From there the Land Rovers took us down into the quarry and through the 700m long tunnel back into the New quarry where the rock is crushed into chippings and some is coated with bitumen to make asphalt. Again the scale of everything is amazing. Next we visited the control room where they control the loading of the trucks and trains. Then it was back to the offices to say our thank-yous to everyone who had made it such a special day, and to remove all our safety gear.
It wouldn't be a Industrial Heritage trip without a pub lunch so we headed over to the Fieldhead Hotel for a very good lunch, excellently and efficiently served.
Saturday 29th June 2019. Cragside House, Morpeth.
4 carloads of members made the long trip up the A1M to Newcastle on Saturday morning. Several seemed to choose the same motorway services for a break, at the same time, despite the fact that we weren't travelling in convoy. Many had also stopped on the way up to examine the Angel of the North close up. It is much, much bigger than you'd expect when you get close up.
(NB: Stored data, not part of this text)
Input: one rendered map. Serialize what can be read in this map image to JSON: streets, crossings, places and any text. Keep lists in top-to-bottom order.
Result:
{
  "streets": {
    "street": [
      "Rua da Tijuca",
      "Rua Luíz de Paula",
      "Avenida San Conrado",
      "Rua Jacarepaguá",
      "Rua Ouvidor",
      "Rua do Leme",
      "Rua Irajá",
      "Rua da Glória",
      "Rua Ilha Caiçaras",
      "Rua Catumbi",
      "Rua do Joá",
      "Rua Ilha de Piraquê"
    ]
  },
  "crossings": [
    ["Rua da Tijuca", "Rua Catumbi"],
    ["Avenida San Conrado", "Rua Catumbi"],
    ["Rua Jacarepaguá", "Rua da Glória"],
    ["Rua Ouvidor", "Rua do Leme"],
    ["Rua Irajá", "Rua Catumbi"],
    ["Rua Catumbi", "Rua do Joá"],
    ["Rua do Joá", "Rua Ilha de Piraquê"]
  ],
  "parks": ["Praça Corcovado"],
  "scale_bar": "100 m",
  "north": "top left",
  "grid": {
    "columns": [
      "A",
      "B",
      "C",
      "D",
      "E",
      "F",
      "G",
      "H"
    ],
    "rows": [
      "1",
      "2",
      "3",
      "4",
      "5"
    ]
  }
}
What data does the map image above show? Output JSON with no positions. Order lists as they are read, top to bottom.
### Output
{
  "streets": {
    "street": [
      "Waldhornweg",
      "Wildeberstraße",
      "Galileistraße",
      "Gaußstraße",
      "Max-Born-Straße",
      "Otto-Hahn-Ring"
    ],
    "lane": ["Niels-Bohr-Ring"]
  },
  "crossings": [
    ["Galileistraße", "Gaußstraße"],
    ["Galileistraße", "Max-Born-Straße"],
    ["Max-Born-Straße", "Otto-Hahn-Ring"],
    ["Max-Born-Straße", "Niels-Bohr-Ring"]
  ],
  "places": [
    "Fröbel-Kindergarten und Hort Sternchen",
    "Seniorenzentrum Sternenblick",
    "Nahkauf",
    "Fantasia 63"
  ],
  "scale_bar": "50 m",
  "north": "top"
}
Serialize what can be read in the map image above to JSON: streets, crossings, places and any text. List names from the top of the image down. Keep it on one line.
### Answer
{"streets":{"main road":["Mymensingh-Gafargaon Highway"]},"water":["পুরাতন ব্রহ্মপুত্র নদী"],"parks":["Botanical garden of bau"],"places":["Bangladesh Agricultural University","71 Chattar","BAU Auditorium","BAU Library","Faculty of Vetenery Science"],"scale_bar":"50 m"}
Once checked-in at the Premier Inn on the Tyne quayside in the heart of Newcastle, we set out to explore the town. The Baltic Flour Mill on the Gateshead side is now an art gallery but also has a great view up and down river from the 5th floor and also one can watch the 700 breeding pairs of Terns sitting on the narrowest of ledges hatching their young. The smell was exceptional!
For Saturday night, I'd booked us into a pub right next to the swivelling Millennium Bridge in the heart of the night life. Despite the resident DJ and half a dozen hen night parties trying to drown out any conversation, we had a great evening watching the world go by and seeing the bridge swivel whilst it changed colour due to the floodlights on it. And the food was pretty good.
Bright and early (well not too early!) we set off to Cragside House, a 45 min drive further north. We were just in time to miss a 5k footrace around the grounds but at least the coffee shop was open!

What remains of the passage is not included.